REQUIRED WORK => Here are some records; copy every line that holds the word "function".

---------- RECORDS SUPPLIED ----------

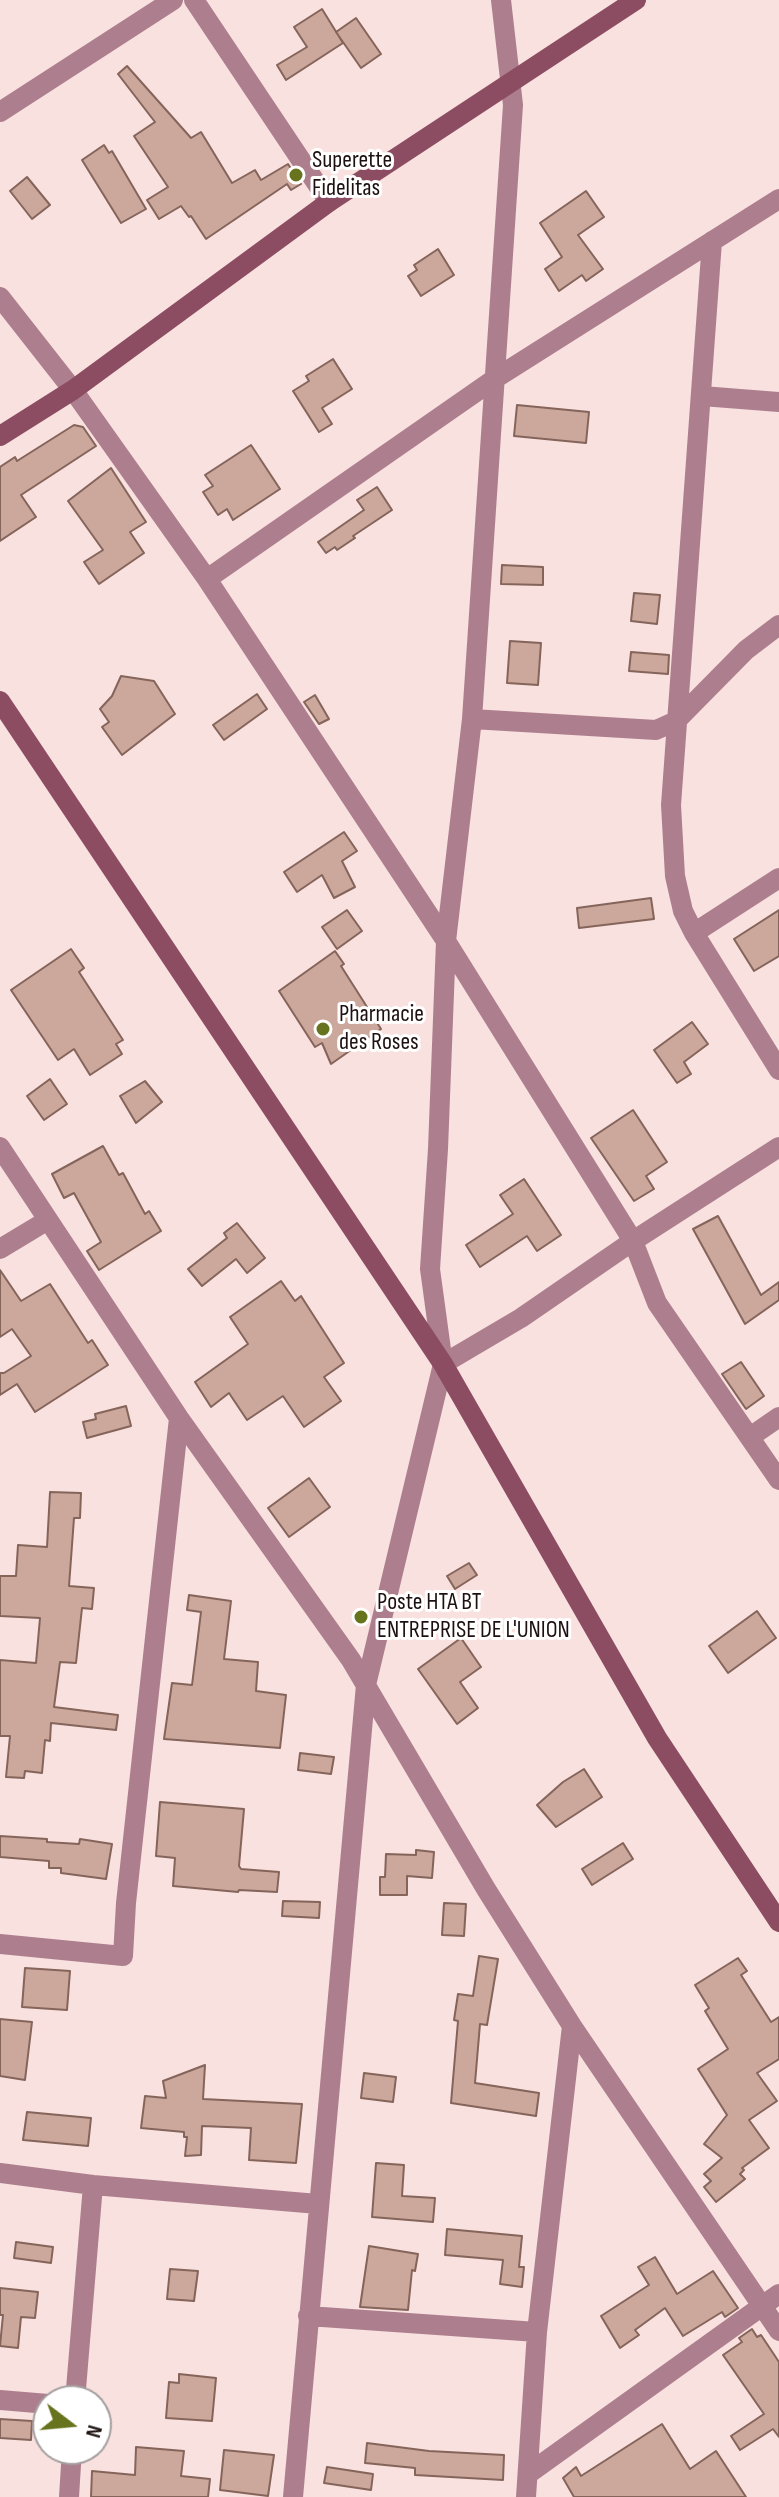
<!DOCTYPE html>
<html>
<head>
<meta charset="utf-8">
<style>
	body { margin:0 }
	#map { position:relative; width:779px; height:2497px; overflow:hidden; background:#f9e1e0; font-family:"Sofia Sans Condensed",sans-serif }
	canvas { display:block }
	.north { position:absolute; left:32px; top:2385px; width:80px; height:80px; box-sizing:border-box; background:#fff; border:2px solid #a59f9f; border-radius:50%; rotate:106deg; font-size:22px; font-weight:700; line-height:32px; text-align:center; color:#1d1010 }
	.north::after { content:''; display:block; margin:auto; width:28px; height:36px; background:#68731e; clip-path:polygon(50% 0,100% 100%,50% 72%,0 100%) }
</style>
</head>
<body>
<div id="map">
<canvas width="779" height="2497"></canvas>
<div class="north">N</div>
</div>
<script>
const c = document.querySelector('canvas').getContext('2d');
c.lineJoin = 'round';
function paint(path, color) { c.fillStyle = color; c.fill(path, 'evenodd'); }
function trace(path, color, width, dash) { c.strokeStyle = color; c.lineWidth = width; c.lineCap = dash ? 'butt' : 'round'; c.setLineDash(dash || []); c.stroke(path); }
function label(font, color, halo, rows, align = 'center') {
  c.font = font + ' "Sofia Sans Condensed",sans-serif'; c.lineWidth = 6; c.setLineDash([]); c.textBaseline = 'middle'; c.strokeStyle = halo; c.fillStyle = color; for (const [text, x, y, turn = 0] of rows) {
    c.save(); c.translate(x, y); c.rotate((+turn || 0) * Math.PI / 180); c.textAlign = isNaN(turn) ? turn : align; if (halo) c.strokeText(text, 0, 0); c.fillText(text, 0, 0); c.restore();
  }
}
const building = new Path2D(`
	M322 9 343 43 286 80 277 65 307 47 294 27Z
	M356 18 381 54 361 68 336 32Z
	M127 66 191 138 201 132 232 183 255 170 261 180 288 164 301 184 291 190 287 184 206 239 191 216 189 217 181 206 159 219 147 200 168 187 134 136 155 122 118 74Z
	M104 145 109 153 112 151 146 209 121 223 82 160Z
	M27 177 50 205 32 219 10 191Z
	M586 191 604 217 578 235 603 269 586 281 582 275 559 291 545 269 562 257 540 223Z
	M438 249 454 275 421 296 408 276 417 270 414 265Z
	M333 359 352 389 322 408 332 424 319 432 293 391 309 381 306 376Z
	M517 405 589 412 586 443 514 436Z
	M74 425 83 427 96 446 21 495 36 517 0 541V467L15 457 17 461Z
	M251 445 280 489 233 520 227 509 218 515 203 492 213 486 205 475Z
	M111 468 146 522 130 532 144 553 99 584 84 562 103 550 68 501Z
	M377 487 392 510 353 536 355 538 337 550 335 547 326 553 318 542 364 510 357 500Z
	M502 565 543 567V585L501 584Z
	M634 593 660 595 657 624 631 621Z
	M510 641 541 643 538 685 507 683Z
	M631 652 669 655 668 674 629 671Z
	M121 676 154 681 175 714 122 755 102 727 109 722 100 709 112 696Z
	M257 694 267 709 224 740 213 725Z
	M315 695 329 719 319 724 304 702Z
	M344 832 357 851 342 861 355 887 334 898 322 875 297 892 284 872Z
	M651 898 654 919 579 928 577 908Z
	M347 910 362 931 337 949 322 927Z
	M779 910V956L754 971 734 939Z
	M71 949 84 968 79 972 123 1040 116 1044 122 1054 90 1075 74 1049 58 1060 11 990Z
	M335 951 344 964 341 966 381 1029 331 1064 322 1043 315 1047 279 991Z
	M692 1022 708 1044 684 1062 691 1074 677 1083 654 1050Z
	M50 1079 67 1104 44 1120 27 1096Z
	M145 1081 162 1102 136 1123 120 1096Z
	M633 1110 667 1162 646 1176 654 1189 634 1201 591 1138Z
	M103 1146 119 1175 123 1173 145 1214 149 1211 161 1231 99 1270 87 1251 101 1242 74 1193 64 1198 52 1174Z
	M524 1179 561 1235 537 1251 527 1236 480 1267 466 1245 513 1214 500 1195Z
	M718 1216 761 1295 779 1282V1300L745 1324 693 1229Z
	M237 1223 265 1258 247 1273 236 1259 202 1286 188 1269 227 1238 224 1233Z
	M0 1270 21 1301 50 1284 88 1343 92 1340 108 1365 35 1412 17 1384 0 1395V1373H4L31 1356 12 1329 0 1337Z
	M281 1281 295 1301 301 1296 344 1363 324 1377 341 1401 304 1427 283 1396 247 1420 229 1393 211 1407 195 1382 248 1344 230 1317Z
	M741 1362 764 1396 746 1409 722 1374Z
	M126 1406 131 1426 87 1438 83 1422 96 1419 95 1414Z
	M309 1478 330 1507 289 1537 268 1508Z
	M50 1492 81 1493 80 1518H74L69 1586 94 1588 92 1609 82 1608 76 1663 60 1662 54 1707 118 1715 116 1730 51 1723 50 1741 45 1740 42 1773 25 1771 24 1778 6 1777 10 1736H0V1660L36 1663 40 1618 0 1616V1576H16L18 1545 47 1547Z
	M469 1563 477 1575 455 1589 447 1576Z
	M189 1595 231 1601 224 1659 258 1662 256 1691 286 1695 280 1748 164 1739 172 1683 192 1685 201 1612 187 1610Z
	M757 1611 776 1638 728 1673 709 1646Z
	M461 1638 481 1667 460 1682 478 1708 457 1724 418 1669Z
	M300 1753 334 1757 331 1774 298 1770Z
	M584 1769 602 1797 556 1827 537 1805 563 1782Z
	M160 1802 244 1809 239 1866 241 1869 279 1872 277 1892 239 1890 238 1892 173 1886 175 1858 156 1856Z
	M0 1836 47 1839V1842L79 1844 80 1839 112 1844 106 1879 61 1873V1868H49V1861L0 1857Z
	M623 1843 633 1859 592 1885 582 1869Z
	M416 1850 434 1852 432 1878 407 1876V1895H380V1877H385L386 1854 416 1855Z
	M283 1901 320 1902 319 1918 282 1916Z
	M444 1903 466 1904 464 1936 442 1935Z
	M479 1956 498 1959 487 2025 480 2024 475 2083 539 2093 536 2116 451 2103 458 2021 454 2020 458 1994 473 1996Z
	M738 1958 747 1971 741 1975 771 2022 779 2017V2059L757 2073 777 2101 749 2120 769 2148 742 2168 744 2170 740 2174 745 2179 716 2202 704 2187 711 2181 704 2174 722 2158 704 2144 727 2115 698 2069 728 2049 705 2011 709 2008 695 1985Z
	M25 1968 70 1971 67 2010 22 2007Z
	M0 2019 32 2022 25 2080 0 2076Z
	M205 2065 203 2099 302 2104 296 2163 249 2160 251 2128 202 2126 201 2155 185 2156 187 2137H184V2132L141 2128 145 2096 166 2098 163 2081Z
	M364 2073 396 2077 393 2102 361 2098Z
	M27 2112 91 2118 88 2146 23 2140Z
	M376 2163 404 2165 402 2196 435 2198 433 2222 372 2217Z
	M447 2229 522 2236 519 2267H524L522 2287 500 2284 503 2260 445 2255Z
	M16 2242 53 2247 51 2263 14 2258Z
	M369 2246 418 2254 415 2271 412 2270 408 2310 360 2307Z
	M655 2257 677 2294 713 2271 738 2308 725 2317 722 2312 683 2336 665 2308 635 2330 639 2335 620 2348 601 2316 649 2285 638 2267Z
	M170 2269 198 2271 194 2301 167 2299Z
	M0 2288 38 2292 35 2318 21 2317 18 2348 0 2346 3 2315H0Z
	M752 2329 757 2337 761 2335 779 2362V2437L773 2429 740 2450 731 2436 764 2414 723 2355 742 2342 739 2338Z
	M179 2374 216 2378 212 2421 166 2418 169 2382 179 2383Z
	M0 2419 32 2421 31 2440 0 2438Z
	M662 2424 690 2469 716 2451 746 2497H574L563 2478 576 2467 581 2476Z
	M367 2443 429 2451 504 2455 503 2480 415 2475V2468L365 2463Z
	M136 2447 184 2451 181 2476 210 2479 208 2497H91L92 2471 135 2475Z
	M224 2450 274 2455 268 2496 220 2490Z
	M327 2467 373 2474 371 2490 324 2483Z`);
const street = new Path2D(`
	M194 0 329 202
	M0 112 173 0
	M712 241 671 805 675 876 683 911 694 933 779 1070
	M0 297 73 390 207 579 446 941 633 1241 657 1303 779 1480
	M702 396 779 402
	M207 579 496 378 779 199
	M472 719 656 730 676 721 746 650 779 625
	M694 933 779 878
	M0 1147 179 1418 351 1660 486 1889 572 2026 779 2331
	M0 1249 48 1220
	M443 1364 521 1318 633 1241 779 1147
	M750 1437 779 1417
	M0 1944 123 1956 126 1903 179 1418
	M0 2173 93 2185 318 2204
	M308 2316 537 2332
	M0 2400 48 2404
	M75 2401 93 2185
	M528 2474 779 2294
	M69 2497 72 2449
	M293 2497 366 1685 443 1364 430 1269 438 1149 446 941 472 719 513 105 501 0
	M526 2497 537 2332 572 2026`);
const secondary = new Path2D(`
	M0 436 73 390 329 202 636 0
	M0 701 443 1364 657 1738 779 1922`);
const markers = [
	[296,175,8,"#68731e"],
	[323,1029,8,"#68731e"],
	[361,1617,8,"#68731e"]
];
const poiNames = [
	["Superette",312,161],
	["Fidelitas",312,189],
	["Pharmacie",339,1015],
	["des Roses",339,1043],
	["Poste HTA BT",377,1603],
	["ENTREPRISE DE L'UNION",377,1631]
];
paint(building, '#cba79c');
trace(building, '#85645a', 2);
trace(street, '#ad7f8e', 20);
trace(secondary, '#8c4d63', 20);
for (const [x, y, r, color] of markers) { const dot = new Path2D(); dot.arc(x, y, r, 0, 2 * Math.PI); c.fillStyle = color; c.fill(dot); trace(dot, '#fff', 3); }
label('24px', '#1d1010', '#fff', poiNames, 'left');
</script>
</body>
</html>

----------

RESPONSE TO THIS EXERCISE =>
function paint(path, color) { c.fillStyle = color; c.fill(path, 'evenodd'); }
function trace(path, color, width, dash) { c.strokeStyle = color; c.lineWidth = width; c.lineCap = dash ? 'butt' : 'round'; c.setLineDash(dash || []); c.stroke(path); }
function label(font, color, halo, rows, align = 'center') {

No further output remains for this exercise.